- _PROBLEM STATEMENT_: If a line comes after the one containing "position:absolute; right:12px; bottom:12px;", leave it out; copy every line before it, and that line too, exactly as written, starting from the first line of the entries.

Saved data entries:

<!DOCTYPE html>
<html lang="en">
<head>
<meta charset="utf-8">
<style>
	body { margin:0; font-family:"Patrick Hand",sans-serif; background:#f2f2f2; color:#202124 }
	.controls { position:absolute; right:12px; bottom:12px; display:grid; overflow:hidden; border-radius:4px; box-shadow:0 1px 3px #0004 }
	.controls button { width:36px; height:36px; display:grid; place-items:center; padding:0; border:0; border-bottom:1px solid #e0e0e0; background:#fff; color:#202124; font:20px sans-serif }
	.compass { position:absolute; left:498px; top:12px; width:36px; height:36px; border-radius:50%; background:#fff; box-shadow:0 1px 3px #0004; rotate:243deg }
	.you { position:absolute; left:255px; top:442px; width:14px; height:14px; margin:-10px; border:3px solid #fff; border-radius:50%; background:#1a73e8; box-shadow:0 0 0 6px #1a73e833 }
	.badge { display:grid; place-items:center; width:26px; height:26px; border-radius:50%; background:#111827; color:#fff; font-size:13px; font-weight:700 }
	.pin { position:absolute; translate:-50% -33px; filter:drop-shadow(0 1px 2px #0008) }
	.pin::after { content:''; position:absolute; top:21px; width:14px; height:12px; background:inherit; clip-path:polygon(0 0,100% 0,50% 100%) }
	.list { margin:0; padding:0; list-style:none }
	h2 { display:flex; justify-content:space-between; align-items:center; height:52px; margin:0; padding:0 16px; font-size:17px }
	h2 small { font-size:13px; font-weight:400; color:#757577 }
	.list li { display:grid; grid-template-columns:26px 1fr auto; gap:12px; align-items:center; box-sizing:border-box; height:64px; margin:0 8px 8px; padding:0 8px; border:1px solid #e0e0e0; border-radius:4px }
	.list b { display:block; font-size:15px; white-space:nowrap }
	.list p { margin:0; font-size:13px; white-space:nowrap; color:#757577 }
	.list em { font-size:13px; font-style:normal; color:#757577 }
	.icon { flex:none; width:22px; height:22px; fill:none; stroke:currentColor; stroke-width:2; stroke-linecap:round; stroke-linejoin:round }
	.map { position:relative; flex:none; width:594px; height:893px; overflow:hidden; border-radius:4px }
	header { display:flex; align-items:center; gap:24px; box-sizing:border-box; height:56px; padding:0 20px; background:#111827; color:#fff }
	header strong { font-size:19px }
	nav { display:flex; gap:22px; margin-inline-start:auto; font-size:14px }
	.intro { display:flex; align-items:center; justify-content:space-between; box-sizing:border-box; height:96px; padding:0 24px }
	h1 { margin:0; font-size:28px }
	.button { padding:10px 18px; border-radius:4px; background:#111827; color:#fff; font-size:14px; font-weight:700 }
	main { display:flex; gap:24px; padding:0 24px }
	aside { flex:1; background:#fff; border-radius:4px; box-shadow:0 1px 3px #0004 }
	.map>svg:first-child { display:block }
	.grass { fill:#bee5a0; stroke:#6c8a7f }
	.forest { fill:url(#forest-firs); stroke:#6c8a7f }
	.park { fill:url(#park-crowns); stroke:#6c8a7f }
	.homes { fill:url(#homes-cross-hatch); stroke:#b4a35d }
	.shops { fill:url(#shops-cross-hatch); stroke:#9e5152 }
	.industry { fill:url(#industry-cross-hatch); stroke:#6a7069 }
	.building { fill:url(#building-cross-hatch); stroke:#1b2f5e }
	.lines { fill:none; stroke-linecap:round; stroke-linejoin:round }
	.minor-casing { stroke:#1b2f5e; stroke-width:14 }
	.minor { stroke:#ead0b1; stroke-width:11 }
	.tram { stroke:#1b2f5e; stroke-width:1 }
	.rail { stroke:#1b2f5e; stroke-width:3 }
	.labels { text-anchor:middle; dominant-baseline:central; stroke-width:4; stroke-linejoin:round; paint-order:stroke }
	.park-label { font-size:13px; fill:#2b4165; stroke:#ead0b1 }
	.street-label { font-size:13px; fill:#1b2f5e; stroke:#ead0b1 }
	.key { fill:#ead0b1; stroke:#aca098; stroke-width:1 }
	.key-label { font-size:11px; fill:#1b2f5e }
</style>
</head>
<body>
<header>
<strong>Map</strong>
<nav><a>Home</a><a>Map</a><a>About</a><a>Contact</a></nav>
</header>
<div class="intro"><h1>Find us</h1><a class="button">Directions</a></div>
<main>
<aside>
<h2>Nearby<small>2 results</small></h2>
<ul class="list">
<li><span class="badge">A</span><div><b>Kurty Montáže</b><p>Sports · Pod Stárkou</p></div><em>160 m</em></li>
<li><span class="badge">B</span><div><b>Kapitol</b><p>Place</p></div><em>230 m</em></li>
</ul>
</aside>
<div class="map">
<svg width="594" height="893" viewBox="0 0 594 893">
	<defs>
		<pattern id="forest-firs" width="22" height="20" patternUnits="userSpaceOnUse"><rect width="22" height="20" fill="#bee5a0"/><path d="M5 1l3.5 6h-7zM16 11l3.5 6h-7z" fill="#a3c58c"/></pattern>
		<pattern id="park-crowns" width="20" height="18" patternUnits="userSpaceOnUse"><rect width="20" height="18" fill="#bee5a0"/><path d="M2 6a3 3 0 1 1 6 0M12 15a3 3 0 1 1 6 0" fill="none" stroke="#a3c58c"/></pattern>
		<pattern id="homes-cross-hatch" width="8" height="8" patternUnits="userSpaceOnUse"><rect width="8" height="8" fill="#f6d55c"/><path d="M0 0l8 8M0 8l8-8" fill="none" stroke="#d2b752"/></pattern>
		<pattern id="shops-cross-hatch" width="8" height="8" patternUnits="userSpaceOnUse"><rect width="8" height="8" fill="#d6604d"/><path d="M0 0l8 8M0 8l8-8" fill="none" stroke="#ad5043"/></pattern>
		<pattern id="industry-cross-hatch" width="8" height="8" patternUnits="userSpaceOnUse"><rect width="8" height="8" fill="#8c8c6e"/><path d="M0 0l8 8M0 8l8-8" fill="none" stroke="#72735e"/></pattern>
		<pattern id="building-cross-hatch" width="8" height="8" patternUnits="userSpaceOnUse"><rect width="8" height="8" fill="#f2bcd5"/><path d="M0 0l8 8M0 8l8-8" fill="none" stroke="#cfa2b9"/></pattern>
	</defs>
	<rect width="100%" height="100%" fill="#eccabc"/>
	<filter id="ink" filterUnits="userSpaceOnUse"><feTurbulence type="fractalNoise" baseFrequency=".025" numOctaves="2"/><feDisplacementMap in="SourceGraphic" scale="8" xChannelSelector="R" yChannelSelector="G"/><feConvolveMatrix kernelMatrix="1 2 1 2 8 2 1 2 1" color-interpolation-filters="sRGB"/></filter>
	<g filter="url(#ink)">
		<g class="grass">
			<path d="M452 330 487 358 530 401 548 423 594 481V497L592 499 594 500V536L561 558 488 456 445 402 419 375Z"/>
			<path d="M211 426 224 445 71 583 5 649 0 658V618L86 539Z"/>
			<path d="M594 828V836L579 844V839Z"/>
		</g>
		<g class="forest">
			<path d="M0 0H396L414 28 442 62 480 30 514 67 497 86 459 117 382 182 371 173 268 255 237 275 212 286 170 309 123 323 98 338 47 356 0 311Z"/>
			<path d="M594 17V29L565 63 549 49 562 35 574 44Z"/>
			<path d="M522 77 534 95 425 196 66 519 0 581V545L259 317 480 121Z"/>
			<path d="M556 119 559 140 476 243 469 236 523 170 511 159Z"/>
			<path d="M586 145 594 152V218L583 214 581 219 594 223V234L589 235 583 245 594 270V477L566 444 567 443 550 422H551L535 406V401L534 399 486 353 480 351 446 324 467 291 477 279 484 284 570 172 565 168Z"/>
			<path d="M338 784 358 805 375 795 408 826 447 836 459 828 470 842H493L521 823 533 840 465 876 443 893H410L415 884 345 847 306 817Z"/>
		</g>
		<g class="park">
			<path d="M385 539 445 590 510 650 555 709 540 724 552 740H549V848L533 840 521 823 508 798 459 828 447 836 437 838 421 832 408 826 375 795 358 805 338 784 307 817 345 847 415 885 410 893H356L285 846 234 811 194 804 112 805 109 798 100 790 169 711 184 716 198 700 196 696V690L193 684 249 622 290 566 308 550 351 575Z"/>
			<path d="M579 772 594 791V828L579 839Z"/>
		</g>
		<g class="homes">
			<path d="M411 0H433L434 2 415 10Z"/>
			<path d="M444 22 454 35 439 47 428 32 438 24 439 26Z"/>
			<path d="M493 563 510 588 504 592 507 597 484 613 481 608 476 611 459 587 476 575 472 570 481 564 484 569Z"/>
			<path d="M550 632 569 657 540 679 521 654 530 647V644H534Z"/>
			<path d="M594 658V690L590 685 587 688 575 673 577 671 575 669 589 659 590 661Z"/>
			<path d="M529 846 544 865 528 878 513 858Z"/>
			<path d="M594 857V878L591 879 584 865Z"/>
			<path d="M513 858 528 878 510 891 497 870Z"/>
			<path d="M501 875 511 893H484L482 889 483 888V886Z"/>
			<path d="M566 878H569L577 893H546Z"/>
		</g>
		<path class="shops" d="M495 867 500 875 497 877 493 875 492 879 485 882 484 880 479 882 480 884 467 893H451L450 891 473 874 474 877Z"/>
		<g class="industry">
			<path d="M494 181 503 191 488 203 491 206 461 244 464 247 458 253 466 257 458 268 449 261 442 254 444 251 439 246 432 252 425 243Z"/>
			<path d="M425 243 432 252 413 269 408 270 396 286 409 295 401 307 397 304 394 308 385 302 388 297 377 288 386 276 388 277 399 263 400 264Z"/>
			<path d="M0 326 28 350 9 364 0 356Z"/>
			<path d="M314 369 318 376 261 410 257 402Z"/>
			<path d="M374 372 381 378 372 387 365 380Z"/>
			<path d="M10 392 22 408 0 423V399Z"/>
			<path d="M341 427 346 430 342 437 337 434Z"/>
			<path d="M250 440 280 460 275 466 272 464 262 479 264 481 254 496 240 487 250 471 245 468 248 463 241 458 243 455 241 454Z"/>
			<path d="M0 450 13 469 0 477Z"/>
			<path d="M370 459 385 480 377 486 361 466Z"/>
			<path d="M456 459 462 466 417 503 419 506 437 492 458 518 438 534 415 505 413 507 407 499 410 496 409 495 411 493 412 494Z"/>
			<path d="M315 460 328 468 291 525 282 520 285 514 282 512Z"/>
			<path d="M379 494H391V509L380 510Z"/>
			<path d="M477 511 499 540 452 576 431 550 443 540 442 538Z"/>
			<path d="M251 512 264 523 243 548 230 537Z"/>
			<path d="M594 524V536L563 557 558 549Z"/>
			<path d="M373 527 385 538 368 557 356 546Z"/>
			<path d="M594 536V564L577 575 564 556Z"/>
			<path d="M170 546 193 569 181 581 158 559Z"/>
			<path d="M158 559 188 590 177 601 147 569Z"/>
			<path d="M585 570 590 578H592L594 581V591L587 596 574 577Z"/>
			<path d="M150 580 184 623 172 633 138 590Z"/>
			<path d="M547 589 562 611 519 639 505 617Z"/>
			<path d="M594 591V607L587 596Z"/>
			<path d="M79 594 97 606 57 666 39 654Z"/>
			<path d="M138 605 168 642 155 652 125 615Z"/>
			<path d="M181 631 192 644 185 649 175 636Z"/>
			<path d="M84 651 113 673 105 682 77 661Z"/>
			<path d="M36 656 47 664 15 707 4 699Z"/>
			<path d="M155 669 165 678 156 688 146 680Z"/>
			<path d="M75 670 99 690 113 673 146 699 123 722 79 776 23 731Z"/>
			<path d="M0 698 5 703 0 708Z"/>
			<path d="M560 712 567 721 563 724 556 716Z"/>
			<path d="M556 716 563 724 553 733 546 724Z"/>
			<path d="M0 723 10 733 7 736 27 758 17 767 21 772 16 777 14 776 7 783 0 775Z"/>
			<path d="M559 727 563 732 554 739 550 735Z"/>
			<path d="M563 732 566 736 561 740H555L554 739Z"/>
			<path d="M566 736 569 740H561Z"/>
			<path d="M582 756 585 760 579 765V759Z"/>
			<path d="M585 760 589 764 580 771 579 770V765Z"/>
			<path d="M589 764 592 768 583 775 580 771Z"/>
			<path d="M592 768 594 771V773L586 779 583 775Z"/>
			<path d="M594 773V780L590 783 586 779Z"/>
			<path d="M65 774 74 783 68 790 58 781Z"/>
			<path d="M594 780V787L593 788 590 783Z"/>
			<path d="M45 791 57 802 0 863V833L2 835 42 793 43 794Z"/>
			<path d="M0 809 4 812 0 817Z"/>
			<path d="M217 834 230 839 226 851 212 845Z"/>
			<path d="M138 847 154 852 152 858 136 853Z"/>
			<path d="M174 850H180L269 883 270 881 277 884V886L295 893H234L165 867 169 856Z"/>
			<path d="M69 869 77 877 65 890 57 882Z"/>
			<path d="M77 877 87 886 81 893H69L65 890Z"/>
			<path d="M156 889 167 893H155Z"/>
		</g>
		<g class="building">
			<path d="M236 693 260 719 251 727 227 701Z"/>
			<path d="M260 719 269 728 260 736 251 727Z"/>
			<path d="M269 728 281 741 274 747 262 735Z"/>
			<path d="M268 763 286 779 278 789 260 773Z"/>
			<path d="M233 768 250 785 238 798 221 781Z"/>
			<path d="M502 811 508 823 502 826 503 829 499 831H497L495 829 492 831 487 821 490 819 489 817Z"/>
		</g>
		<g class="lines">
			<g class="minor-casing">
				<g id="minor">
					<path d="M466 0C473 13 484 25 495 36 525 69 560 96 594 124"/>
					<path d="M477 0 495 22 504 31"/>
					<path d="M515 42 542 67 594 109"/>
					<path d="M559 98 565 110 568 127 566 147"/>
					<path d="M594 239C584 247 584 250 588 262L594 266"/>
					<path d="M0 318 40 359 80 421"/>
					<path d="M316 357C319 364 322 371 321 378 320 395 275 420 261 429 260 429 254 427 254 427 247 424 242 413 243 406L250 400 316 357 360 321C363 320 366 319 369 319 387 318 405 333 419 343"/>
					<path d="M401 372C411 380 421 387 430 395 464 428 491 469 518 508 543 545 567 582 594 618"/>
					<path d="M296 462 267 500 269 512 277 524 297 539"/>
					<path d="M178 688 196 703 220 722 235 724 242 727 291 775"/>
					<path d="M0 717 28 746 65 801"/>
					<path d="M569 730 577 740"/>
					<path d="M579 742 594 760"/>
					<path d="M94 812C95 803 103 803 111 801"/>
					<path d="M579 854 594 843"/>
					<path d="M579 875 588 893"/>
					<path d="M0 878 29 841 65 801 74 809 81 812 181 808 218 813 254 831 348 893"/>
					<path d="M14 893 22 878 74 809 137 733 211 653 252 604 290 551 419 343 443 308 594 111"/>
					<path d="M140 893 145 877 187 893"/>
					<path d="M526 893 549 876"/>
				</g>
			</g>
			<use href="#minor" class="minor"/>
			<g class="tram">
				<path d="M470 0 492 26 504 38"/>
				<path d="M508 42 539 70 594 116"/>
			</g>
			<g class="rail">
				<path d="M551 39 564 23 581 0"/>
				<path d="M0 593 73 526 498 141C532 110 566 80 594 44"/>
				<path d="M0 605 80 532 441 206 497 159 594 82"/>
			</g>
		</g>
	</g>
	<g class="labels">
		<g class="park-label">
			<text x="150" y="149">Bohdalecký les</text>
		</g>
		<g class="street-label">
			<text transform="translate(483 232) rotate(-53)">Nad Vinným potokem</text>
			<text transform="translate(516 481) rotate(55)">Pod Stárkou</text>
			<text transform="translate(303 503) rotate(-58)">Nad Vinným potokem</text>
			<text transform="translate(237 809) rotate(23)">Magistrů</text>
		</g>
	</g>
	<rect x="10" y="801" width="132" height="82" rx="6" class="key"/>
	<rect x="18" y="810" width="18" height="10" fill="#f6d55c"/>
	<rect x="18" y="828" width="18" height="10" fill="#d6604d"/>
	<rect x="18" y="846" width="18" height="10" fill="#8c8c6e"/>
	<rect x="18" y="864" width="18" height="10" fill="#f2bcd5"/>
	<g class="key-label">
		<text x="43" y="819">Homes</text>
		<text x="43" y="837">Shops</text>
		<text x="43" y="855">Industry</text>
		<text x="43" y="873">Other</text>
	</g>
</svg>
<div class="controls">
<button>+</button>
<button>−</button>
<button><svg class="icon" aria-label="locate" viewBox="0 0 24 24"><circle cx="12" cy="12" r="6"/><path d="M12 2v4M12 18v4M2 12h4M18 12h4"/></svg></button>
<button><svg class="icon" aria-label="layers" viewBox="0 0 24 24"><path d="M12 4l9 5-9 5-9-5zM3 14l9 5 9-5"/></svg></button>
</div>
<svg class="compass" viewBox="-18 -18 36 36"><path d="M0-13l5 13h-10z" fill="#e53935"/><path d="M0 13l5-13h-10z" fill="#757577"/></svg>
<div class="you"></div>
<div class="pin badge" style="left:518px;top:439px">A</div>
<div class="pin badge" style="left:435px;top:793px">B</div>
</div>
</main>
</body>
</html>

- _EXERCISE RESPONSE_:
<!DOCTYPE html>
<html lang="en">
<head>
<meta charset="utf-8">
<style>
	body { margin:0; font-family:"Patrick Hand",sans-serif; background:#f2f2f2; color:#202124 }
	.controls { position:absolute; right:12px; bottom:12px; display:grid; overflow:hidden; border-radius:4px; box-shadow:0 1px 3px #0004 }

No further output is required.